Poco a poco, los recuerdos volvieron a circular y pudo pensar con claridad. Estaba en Salamanca, en la casa de Samuel, el hermano de Isaac, y debían ser las cuatro de la mañana. Si podía fiarse de lo que recordaba, llevaba durmiendo unas dieciséis horas, tiempo más que suficiente como para que ahora se sintiera con fuerzas renovadas, hambre y una acuciante necesidad de visitar el cuarto de baño. Con más cuidado del habitual sacó las piernas y se sentó en el borde de la cama. Sus pies se encontraron con el agradable tacto de unas mullidas zapatillas de ir por casa, eran de mujer. Temiendo no ser capaz de aguantar de pie, la doctora Murillo se asió a la mesilla de noche antes de dar el paso definitivo y levantarse de la cama. Un mareo pasajero y dolor en sus heridas, eso era todo, no parecía tan insoportable como para devolverla al lecho. Con pasos inseguros siguió el recorrido de la pared, siempre preparada por si volvían los mareos, hasta la puerta del austero dormitorio de Samuel. Abrió y se esforzó por adaptar sus ojos a la oscuridad del pasillo. Había dos puertas a su derecha, una a su izquierda y un poco más adelante el corredor giraba. Julia captó un sonido apagado y una luz intermitente, debía ser la televisión, pensó imaginando que al doblar la esquina se encontraría el salón.

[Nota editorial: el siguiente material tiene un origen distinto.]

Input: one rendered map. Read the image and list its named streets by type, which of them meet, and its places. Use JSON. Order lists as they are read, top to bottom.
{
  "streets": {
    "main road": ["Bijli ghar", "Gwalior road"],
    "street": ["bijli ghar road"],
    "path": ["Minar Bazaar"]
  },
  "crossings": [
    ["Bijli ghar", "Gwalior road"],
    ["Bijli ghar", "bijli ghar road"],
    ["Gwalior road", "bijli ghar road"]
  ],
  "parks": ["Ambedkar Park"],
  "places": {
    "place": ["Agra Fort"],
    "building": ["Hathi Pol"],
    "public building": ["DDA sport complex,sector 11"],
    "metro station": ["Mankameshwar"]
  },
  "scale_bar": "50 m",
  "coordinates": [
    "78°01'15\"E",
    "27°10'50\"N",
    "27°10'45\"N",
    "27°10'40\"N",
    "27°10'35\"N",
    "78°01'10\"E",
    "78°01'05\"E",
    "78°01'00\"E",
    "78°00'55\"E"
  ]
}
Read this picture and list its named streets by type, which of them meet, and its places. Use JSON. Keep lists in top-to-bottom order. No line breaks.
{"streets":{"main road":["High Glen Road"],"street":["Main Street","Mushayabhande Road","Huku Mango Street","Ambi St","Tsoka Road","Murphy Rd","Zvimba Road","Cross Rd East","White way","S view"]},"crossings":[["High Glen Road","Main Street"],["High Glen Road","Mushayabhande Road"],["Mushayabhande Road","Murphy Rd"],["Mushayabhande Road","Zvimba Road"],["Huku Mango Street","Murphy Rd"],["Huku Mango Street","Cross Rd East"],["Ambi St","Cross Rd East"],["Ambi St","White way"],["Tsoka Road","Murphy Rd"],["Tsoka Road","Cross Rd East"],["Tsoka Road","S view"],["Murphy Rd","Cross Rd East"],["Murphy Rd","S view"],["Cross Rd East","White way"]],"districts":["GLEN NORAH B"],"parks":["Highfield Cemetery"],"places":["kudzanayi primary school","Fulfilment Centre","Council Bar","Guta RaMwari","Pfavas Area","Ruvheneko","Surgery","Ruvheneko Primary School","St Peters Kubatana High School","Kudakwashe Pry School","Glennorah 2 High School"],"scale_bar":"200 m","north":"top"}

Su vejiga protestó y la doctora tuvo que apretar las rodillas para aguantar sus ganas de orinar. Salió del dormitorio con todo el sigilo del que se vio capaz y abrió la primera de las puertas. Julia se encontró con un pequeño armario lleno de cajas en las que se leía el nombre de Beatriz, no era lo que necesitaba ahora mismo así que cerró el guardarropa guardándose para sí misma las conjeturas que había sacado. La siguiente puerta sí que tuvo premio, un cuidado cuarto de baño recibió a Julia como un oasis en el desierto y ésta se apresuró a entrar antes de que le fallaran las fuerzas y arruinara el bonito pijama que le había dejado Samuel.

La doctora Murillo salió a los pocos minutos, se sentía nueva después de hacer sus necesidades y refrescarse la cara. Dio un paso hacia el dormitorio pero se detuvo, no tenía nada de sueño y sí mucha hambre, la cocina no podía andar demasiado lejos. El sonido de la televisión se hizo más audible cuando Julia dobló la esquina, el salón se encontraba a su izquierda y, salvo la puerta principal del apartamento frente a ella, sólo había otra habitación más a su derecha: la cocina. La hambrienta mujer avanzó a oscuras y en silencio pero, en vez de ir a la derecha, se dirigió a la otra estancia, el salón.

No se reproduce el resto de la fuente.